EXERCISE REQUIREMENTS → Work through the entries below and show every line in which "Summarize" is found.

SUPPLIED INFORMATION →
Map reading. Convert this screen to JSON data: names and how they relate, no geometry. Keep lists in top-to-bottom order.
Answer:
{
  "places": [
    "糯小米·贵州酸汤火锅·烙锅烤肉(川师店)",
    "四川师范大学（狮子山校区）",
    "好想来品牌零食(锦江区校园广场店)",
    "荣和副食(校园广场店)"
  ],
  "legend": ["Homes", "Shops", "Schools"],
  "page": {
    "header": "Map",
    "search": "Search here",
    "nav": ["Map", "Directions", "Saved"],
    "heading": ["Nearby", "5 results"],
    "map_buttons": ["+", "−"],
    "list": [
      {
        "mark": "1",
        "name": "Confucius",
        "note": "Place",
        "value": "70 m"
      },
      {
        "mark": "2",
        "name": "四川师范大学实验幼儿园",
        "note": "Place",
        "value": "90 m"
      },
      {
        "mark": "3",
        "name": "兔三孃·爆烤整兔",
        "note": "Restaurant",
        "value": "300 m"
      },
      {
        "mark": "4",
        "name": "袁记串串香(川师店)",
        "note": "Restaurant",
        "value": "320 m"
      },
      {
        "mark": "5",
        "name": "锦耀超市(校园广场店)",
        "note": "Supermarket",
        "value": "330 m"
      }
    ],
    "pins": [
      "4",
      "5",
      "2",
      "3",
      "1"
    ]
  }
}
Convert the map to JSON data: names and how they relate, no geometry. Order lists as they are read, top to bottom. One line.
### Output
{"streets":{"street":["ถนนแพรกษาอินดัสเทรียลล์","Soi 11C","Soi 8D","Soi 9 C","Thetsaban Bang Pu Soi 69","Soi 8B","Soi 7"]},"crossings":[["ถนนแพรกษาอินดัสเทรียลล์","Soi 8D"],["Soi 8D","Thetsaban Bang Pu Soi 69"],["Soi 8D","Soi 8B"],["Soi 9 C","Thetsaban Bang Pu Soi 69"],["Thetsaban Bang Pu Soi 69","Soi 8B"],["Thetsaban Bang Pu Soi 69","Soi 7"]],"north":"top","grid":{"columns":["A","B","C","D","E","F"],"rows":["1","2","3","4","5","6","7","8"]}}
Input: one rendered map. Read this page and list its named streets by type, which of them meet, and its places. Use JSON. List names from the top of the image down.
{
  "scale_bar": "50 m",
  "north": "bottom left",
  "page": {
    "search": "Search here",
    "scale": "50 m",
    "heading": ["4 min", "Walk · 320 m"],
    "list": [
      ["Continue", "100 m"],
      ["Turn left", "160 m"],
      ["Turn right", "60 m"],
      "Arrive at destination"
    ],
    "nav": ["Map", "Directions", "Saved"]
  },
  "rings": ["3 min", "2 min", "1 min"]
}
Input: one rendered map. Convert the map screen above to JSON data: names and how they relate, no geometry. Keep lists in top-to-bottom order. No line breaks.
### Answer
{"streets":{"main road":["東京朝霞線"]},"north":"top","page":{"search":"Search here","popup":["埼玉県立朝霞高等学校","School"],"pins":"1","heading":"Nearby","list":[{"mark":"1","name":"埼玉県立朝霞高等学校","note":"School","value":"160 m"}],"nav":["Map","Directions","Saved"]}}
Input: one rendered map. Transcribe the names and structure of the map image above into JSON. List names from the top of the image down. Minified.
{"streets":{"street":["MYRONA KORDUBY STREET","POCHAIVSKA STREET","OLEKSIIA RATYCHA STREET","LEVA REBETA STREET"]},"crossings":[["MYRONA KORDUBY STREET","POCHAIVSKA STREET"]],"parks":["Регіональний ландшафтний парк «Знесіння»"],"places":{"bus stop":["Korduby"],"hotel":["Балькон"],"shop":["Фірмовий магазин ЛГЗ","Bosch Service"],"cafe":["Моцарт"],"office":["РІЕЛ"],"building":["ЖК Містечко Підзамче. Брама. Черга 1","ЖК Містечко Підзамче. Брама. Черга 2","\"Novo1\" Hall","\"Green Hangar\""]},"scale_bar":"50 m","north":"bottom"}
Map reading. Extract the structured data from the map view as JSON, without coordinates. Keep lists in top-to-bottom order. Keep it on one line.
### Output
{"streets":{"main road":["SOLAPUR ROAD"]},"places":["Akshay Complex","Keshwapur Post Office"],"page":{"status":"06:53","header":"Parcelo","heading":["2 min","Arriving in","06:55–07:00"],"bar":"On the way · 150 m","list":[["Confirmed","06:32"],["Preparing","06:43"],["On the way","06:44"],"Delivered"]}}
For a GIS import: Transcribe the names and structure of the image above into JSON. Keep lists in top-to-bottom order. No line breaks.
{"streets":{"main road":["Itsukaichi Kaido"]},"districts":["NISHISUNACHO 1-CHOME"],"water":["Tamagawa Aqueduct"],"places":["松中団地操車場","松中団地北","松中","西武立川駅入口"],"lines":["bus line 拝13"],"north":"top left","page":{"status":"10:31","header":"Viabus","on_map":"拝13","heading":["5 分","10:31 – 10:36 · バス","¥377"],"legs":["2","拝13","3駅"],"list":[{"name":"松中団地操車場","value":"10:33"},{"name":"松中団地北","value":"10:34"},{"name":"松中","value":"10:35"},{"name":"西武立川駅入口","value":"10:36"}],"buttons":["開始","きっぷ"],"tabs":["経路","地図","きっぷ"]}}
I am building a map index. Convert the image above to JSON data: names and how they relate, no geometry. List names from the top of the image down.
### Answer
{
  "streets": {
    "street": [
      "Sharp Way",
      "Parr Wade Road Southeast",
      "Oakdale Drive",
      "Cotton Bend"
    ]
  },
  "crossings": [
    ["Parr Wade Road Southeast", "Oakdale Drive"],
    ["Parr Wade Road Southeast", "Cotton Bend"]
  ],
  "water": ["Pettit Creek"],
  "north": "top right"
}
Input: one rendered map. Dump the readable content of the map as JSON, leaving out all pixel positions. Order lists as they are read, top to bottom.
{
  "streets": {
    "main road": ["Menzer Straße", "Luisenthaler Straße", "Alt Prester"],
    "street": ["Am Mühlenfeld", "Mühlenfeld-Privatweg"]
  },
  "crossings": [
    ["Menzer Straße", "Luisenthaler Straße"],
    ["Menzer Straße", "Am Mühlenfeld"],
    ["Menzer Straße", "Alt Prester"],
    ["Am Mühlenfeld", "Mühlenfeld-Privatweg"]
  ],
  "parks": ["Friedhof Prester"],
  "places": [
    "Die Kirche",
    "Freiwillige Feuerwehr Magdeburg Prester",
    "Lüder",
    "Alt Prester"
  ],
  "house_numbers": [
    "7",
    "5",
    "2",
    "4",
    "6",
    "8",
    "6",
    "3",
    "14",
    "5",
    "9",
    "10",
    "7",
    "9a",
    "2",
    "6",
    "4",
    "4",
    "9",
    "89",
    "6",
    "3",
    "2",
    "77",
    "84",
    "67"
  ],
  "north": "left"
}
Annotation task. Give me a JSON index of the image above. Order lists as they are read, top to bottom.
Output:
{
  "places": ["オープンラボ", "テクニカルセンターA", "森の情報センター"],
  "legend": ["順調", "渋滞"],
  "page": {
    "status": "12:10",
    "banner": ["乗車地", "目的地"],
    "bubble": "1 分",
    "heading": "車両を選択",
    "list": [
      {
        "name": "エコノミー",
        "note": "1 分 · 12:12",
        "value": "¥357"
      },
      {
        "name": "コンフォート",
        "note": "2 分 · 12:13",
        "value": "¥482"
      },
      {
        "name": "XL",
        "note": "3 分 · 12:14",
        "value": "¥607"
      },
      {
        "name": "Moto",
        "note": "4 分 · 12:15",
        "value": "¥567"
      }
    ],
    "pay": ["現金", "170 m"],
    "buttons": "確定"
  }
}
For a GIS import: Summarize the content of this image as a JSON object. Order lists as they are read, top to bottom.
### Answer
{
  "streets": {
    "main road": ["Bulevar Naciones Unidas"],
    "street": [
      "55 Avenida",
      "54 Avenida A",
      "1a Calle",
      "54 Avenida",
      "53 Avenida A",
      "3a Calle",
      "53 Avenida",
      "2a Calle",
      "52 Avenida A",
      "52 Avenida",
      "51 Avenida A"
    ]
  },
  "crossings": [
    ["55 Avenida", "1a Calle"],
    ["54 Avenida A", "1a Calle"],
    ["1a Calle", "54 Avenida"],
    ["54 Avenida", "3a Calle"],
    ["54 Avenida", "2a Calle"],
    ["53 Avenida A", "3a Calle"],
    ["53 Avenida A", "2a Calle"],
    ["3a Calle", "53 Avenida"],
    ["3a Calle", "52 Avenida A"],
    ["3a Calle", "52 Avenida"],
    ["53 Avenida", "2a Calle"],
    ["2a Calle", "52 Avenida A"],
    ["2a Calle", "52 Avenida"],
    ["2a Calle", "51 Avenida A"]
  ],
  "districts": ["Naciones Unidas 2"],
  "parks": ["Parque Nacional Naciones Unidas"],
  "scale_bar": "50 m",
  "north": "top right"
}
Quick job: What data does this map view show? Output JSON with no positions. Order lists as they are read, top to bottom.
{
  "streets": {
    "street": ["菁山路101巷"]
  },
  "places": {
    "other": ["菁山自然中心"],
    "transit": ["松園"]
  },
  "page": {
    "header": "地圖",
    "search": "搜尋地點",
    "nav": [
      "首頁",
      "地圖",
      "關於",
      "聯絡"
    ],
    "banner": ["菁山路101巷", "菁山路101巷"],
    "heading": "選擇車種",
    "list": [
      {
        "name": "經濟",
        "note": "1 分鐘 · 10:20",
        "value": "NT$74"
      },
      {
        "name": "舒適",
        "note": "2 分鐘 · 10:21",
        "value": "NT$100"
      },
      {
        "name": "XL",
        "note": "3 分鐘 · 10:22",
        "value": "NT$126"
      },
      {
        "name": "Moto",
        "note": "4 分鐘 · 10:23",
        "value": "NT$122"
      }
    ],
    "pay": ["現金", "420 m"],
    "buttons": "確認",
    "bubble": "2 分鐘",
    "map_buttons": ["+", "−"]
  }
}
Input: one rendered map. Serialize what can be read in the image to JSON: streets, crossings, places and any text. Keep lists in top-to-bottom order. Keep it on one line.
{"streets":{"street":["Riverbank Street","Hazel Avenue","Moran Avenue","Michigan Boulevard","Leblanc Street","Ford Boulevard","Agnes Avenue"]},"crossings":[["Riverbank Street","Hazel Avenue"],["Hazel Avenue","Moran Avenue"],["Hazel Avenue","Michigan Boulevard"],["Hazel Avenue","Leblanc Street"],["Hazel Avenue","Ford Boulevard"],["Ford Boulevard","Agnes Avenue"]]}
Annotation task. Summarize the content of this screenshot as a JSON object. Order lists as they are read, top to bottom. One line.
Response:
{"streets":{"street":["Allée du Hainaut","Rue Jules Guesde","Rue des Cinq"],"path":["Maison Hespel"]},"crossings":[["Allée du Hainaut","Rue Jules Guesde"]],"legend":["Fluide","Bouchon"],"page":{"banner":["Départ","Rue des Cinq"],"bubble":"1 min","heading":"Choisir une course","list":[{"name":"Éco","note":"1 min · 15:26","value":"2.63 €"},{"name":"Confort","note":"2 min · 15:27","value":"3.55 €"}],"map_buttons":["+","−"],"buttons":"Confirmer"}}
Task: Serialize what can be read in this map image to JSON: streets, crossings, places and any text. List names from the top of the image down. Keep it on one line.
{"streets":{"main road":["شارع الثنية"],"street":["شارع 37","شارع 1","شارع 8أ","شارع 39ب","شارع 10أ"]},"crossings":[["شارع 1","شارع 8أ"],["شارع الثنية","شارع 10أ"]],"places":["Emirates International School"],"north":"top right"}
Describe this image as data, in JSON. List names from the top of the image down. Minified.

THE ANSWER →
For a GIS import: Summarize the content of this image as a JSON object. Order lists as they are read, top to bottom.
Annotation task. Summarize the content of this screenshot as a JSON object. Order lists as they are read, top to bottom. One line.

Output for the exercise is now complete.